WHAT THE TASK ASKS | Type out the lines below exactly, pictures excluded.

GIVEN ENTRIES |

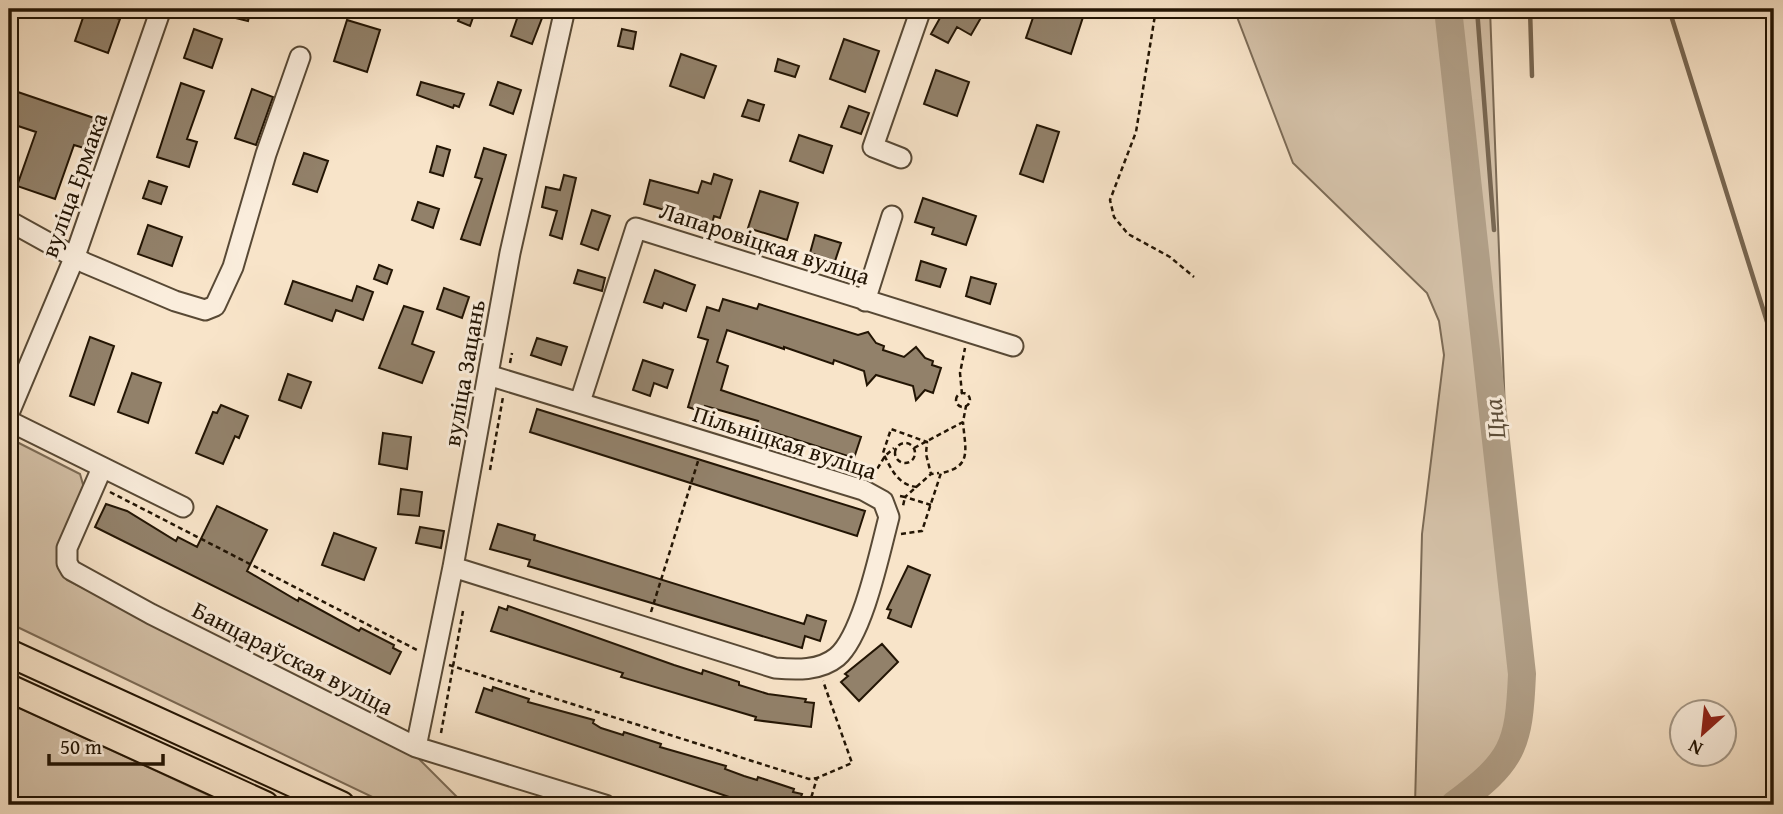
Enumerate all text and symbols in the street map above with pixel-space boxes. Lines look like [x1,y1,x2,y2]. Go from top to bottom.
street label: вуліца Ермака [32,107,117,262]
street label: Лапаровіцкая вуліца [655,192,875,294]
street label: вуліца Зацань [434,297,494,449]
street label: Пільніцкая вуліца [689,396,882,488]
water label: Цна [1472,397,1516,441]
street label: Банцараўская вуліца [186,592,400,724]
north arrow [1668,698,1738,768]
scale bar [49,723,163,767]
text: 50 m [60,731,102,762]
text: N [1683,733,1707,764]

RESULT OF THE EXERCISE |
Enumerate all text and symbols in the street map above with pixel-space boxes. Lines look like [x1,y1,x2,y2]. Go from top to bottom.
street label: вуліца Ермака [32,107,117,262]
street label: Лапаровіцкая вуліца [655,192,875,294]
street label: вуліца Зацань [434,297,494,449]
street label: Пільніцкая вуліца [689,396,882,488]
water label: Цна [1472,397,1516,441]
street label: Банцараўская вуліца [186,592,400,724]
north arrow [1668,698,1738,768]
scale bar [49,723,163,767]
text: 50 m [60,731,102,762]
text: N [1683,733,1707,764]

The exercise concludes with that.